HA populates an ensemble of highly dynamic intermediate states during activation

The influenza HA membrane fusion protein has been viewed as a “spring-loaded” fusion machine that rapidly and irreversibly activates upon exposure to the low pH environment of the maturing endosome (7, 10, 11, 13, 31). This view was proposed on the basis of experiments, indicating that the prefusion state is in a trapped, high-energy metastable state, which can be induced to transition irreversibly to the stable, low-energy postfusion state through a range of destabilizing conditions (7, 8, 11). Recent methodological advances have made it possible to study the transitions between viral fusion protein conformational states under native activation conditions (14, 15). For example, an sm-FRET imaging of HA displayed on engineered lentivirus particles enabled the conformational change of the HA2 subunit to be monitored during fusion activation and membrane fusion (14). Using HA with two fluorescent dyes that served as FRET pairs engineered into HA2, Das et al. (14) show that acid-activated HA reversibly samples multiple intermediate conformations and proceeds through a highly flexible obligate intermediate state during activation and membrane fusion. While sm-FRET provides a powerful means to probe the relative disposition of the two fluorescent probe molecules that were covalently attached to HA, the behavior of most of the trimer remained uncharacterized. No information has been available for sites such as HA1 receptor binding subunits, which have been hypothesized to cage the HA2 fusion subunit modulating its activation, as well as regions of HA2 that undergo marked refolding that is key to the fusion protein’s ability to deploy the fusion peptide and draw the two membranes together.

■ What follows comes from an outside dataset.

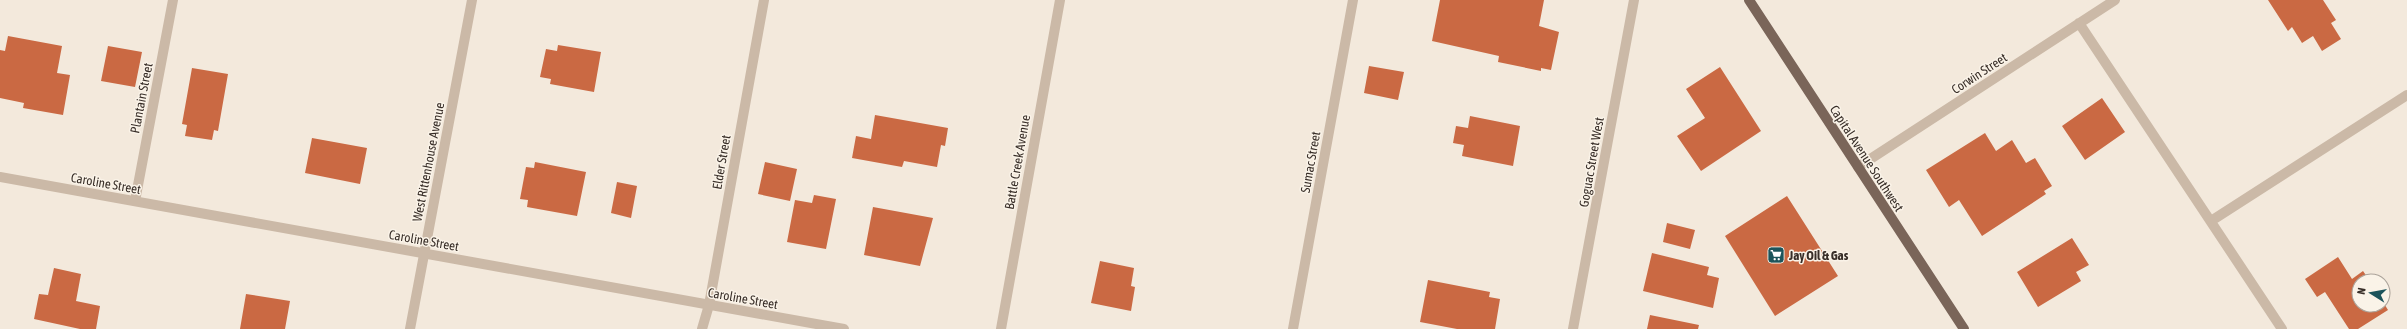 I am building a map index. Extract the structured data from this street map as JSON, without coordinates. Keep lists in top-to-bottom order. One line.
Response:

Using HDX-MS and cryo-ET, we investigated the nature and sequence of the conformational changes that occur throughout the HA fusion machinery activation on intact virions and in soluble isolated ectodomain forms. Our data reveal concurrent reorganization of the HA1-HA2 interface centered around the HA2 N-terminal fusion peptide proximal subdomain (segments spanning from the B loop to the fusion peptide) and HA1 protomeric interface (Figs. 2 to 4 and figs. S4 to S7). The loss of quaternary contacts between HA1 and HA2 is also seen across the HA1-HA2 interface at the HA2 apex. As a result of the loosening of these key restraints, the HA2 A helix and B loop are freed to populate at least two structurally distinct states in the intermediate ensemble (Fig. 2). We propose that, in this intermediate state, the A helix and B loop flexibility enables the released fusion peptide to sample space and grapple to a membrane (Fig. 6). Furthermore, the A helix clearly adopts two structurally distinct states in the intermediate ensemble corresponding to a slightly more dynamic, exposed but structured fusion peptide–released intermediate state and a highly exposed, unstructured fusion peptide–released intermediate state (Figs. 2 and 6). The structural dynamics monitored by HDX-MS are consistent with recent molecular dynamics simulations, indicating that during the transition to the postfusion helical bundle, the A helix and B loop are capable of sampling diverse secondary structure elements and can become relatively unstructured (20). The sm-FRET studies by Das et al. (14) likewise support the conclusion that a high degree of conformational dynamics contribute to the observed intermediate states.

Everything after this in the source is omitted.